Only if they want what the doctor has!
Say I wanted your house or car. I mean, what do you expect, that you should be able to charge whatever you want and I should have to pay it?
Mind boggling indeed.
Buying a house is not absolutely essential to me. I can stay with friends or family if need be, or just rent an apartment.
Buying a car is not absolutely essential to me. I can hitch a ride with a co-worker, or walk, or catch a bus, etc.
But if I'm an insulin dependent diabetic, healthcare is pretty essential to me. Or if I have cancer, healthcare is pretty essential to me.
So that analogy doesn't hold much water.
According to your logic, by being able to charge people whatever they want, doctors would have people at their mercy. If they could charge whatever they wanted, our healthcare system, economy and national health as a whole would be even worse than they are.
In a perfect world, I would have no problem with doctors setting their own fees because--ideally--free market economics would take over, and the doctors who charged the most reasonable, affordable price would succeed, and the doctors who charged ridiculous prices would either go out of business or bring their prices down to compete with the other doctors.

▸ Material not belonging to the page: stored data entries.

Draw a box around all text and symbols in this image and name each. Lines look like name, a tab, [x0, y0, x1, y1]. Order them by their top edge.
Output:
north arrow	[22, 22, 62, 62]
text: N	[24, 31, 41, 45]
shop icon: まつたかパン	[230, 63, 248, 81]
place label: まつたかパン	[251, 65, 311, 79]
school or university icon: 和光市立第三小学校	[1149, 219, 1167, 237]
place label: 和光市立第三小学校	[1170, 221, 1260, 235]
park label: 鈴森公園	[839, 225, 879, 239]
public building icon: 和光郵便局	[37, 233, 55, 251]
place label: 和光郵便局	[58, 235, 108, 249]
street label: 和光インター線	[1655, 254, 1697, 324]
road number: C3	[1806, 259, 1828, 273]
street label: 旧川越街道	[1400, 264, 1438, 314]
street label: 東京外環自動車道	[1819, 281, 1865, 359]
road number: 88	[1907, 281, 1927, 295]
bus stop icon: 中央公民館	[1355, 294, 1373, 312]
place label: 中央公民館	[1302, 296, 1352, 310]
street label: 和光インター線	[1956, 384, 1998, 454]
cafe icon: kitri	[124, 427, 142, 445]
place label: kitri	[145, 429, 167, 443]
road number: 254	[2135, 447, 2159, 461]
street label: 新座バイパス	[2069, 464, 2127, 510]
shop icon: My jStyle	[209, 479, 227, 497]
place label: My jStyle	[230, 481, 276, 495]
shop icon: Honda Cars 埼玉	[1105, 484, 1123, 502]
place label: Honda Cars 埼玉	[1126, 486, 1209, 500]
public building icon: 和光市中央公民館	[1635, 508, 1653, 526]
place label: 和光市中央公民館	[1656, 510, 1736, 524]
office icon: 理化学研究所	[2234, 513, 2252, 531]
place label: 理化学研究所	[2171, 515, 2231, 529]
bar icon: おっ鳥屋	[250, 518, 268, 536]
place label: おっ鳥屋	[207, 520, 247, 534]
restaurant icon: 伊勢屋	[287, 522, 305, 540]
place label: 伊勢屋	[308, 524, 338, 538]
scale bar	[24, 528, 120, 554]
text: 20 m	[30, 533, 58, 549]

But that's not happening in the real world. We haven't yet made it to Libertarian-Utopian-Nirvana-Land yet. In reality, healthcare in the U.S. and all over the world for that matter, is dominated by insurance--both private and government-run. Insurance companies are pretty good at turning profits. They generally won't pay for something unless they have to, and even then, they decide the price they will pay. Insurance companies, love them or hate them, (And I hate them) are the great equalizer. They prevent doctors from charging people outrageous prices for essential healthcare services. Without insurance companies or government regulations, unscrupulous doctors --in collusion with each other--could form a sort of monopoly, and charge whatever they wanted. I guess that would make some people happy.